• _EXERCISE PROMPT_
Wherever "Дайрашева" occurs in the entries, copy the line that holds it.

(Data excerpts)
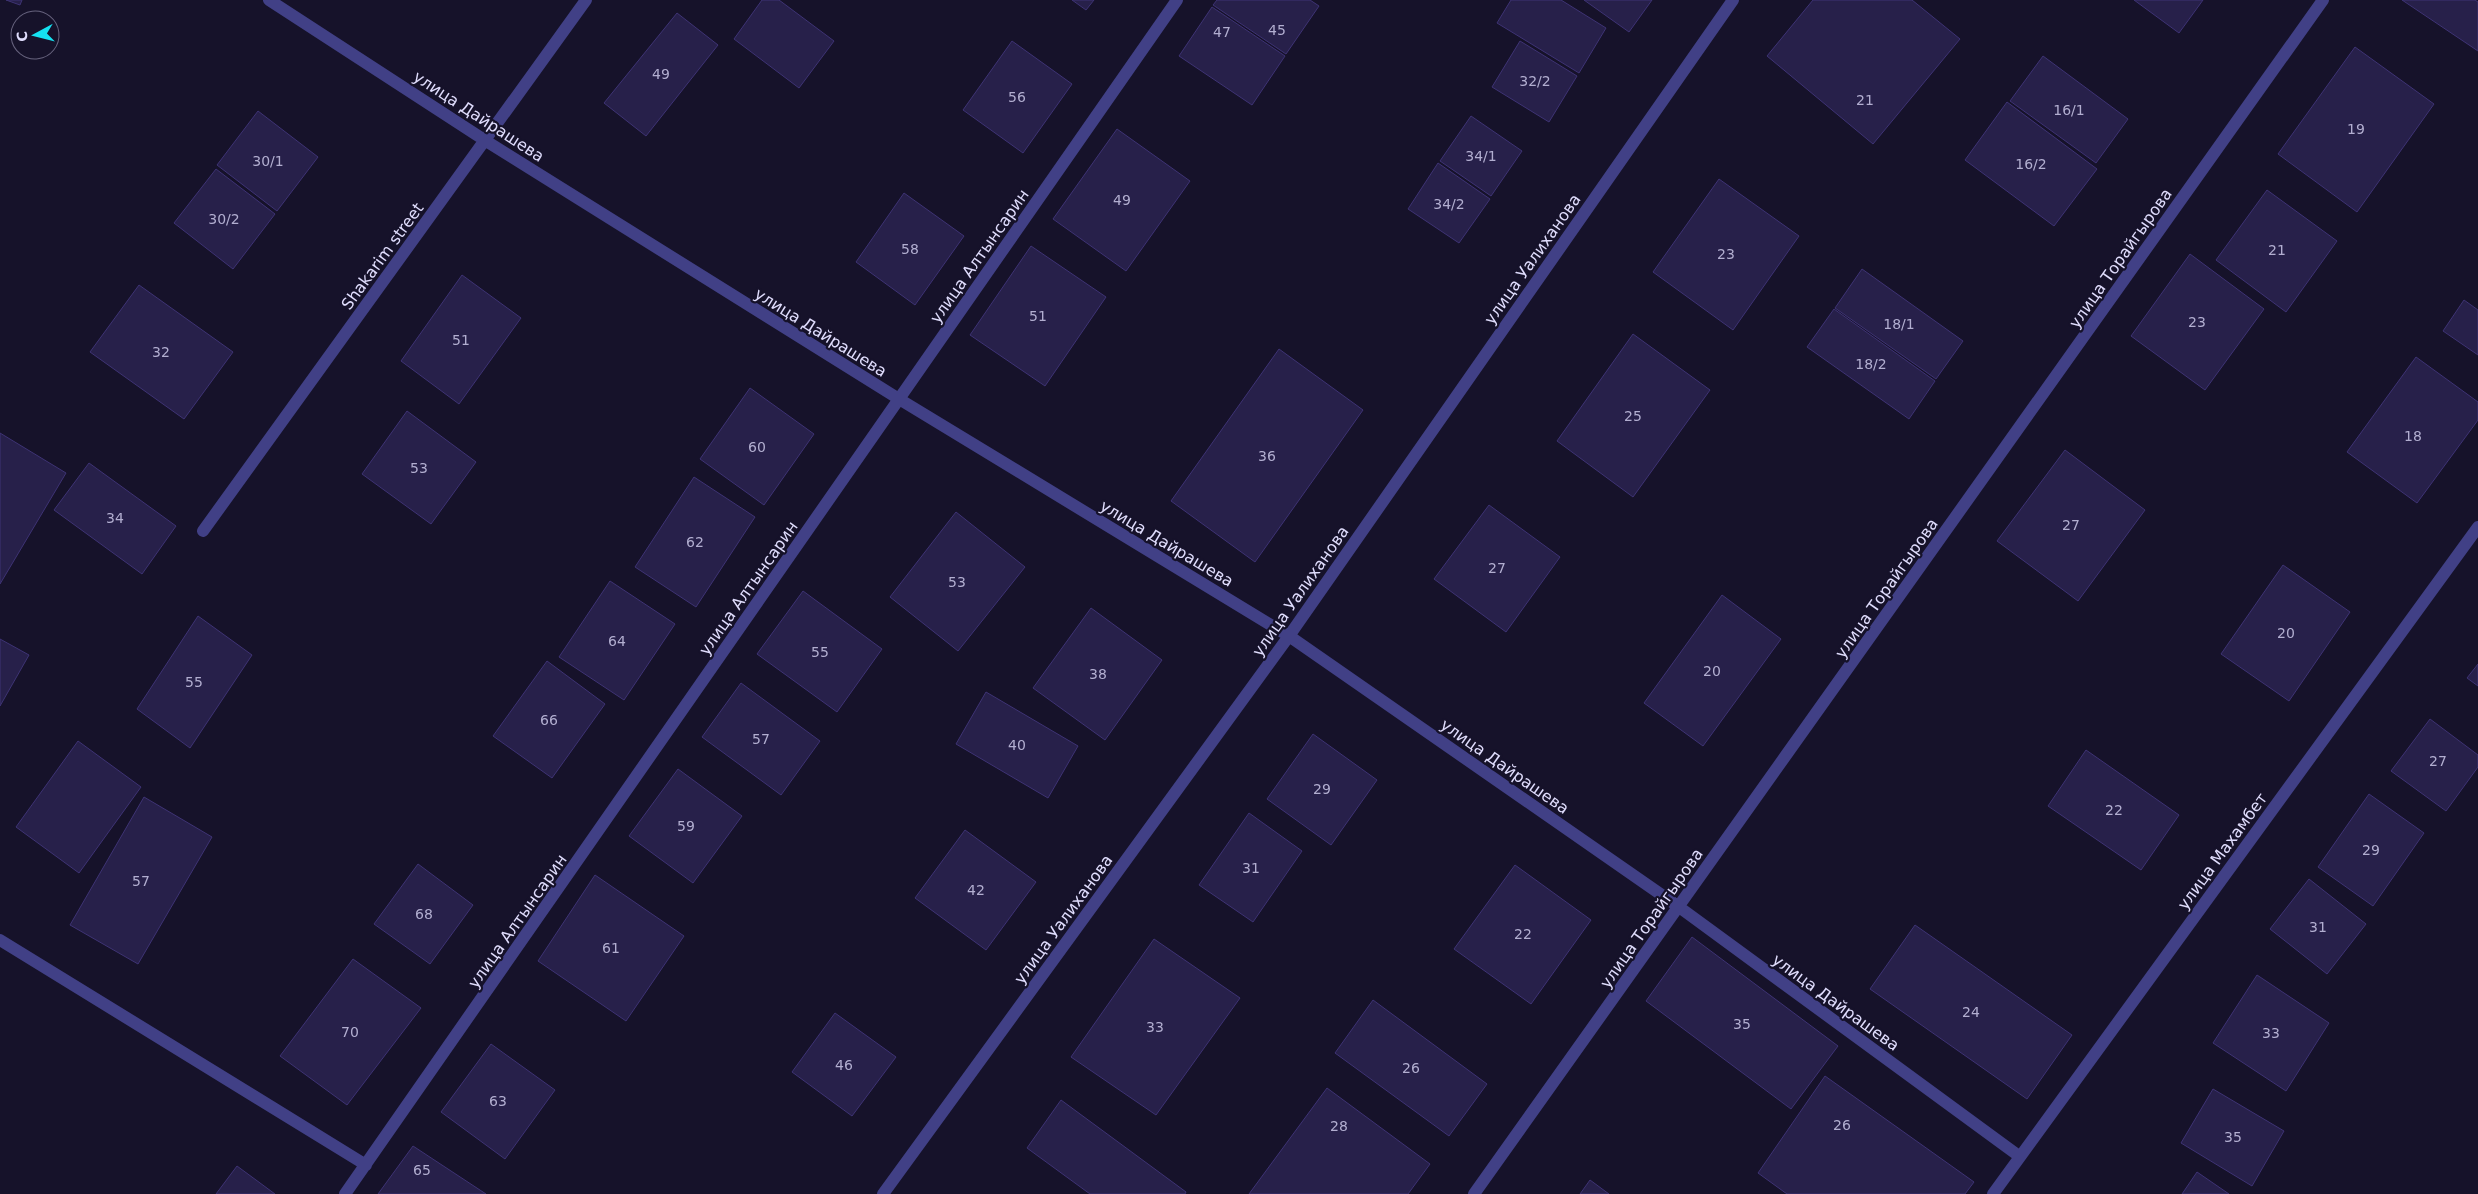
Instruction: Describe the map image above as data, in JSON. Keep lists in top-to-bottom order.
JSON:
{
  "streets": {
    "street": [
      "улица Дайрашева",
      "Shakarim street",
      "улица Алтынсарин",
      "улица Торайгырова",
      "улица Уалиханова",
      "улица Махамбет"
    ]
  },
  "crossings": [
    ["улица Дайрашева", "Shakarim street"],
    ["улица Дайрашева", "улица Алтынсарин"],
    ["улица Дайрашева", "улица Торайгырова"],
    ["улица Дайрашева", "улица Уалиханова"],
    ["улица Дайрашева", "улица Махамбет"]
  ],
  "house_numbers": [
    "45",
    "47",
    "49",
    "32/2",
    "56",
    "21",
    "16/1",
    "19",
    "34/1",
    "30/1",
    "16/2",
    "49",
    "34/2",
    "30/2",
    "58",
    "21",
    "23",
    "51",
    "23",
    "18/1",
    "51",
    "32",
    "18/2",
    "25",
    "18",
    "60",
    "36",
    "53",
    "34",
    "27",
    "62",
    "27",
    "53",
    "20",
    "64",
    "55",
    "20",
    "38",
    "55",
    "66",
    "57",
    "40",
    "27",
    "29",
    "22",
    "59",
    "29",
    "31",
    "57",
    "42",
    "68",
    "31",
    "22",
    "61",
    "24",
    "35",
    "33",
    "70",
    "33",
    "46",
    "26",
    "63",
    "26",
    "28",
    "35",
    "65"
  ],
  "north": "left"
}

• _RESPONSE BOX_
      "улица Дайрашева",
    ["улица Дайрашева", "Shakarim street"],
    ["улица Дайрашева", "улица Алтынсарин"],
    ["улица Дайрашева", "улица Торайгырова"],
    ["улица Дайрашева", "улица Уалиханова"],
    ["улица Дайрашева", "улица Махамбет"]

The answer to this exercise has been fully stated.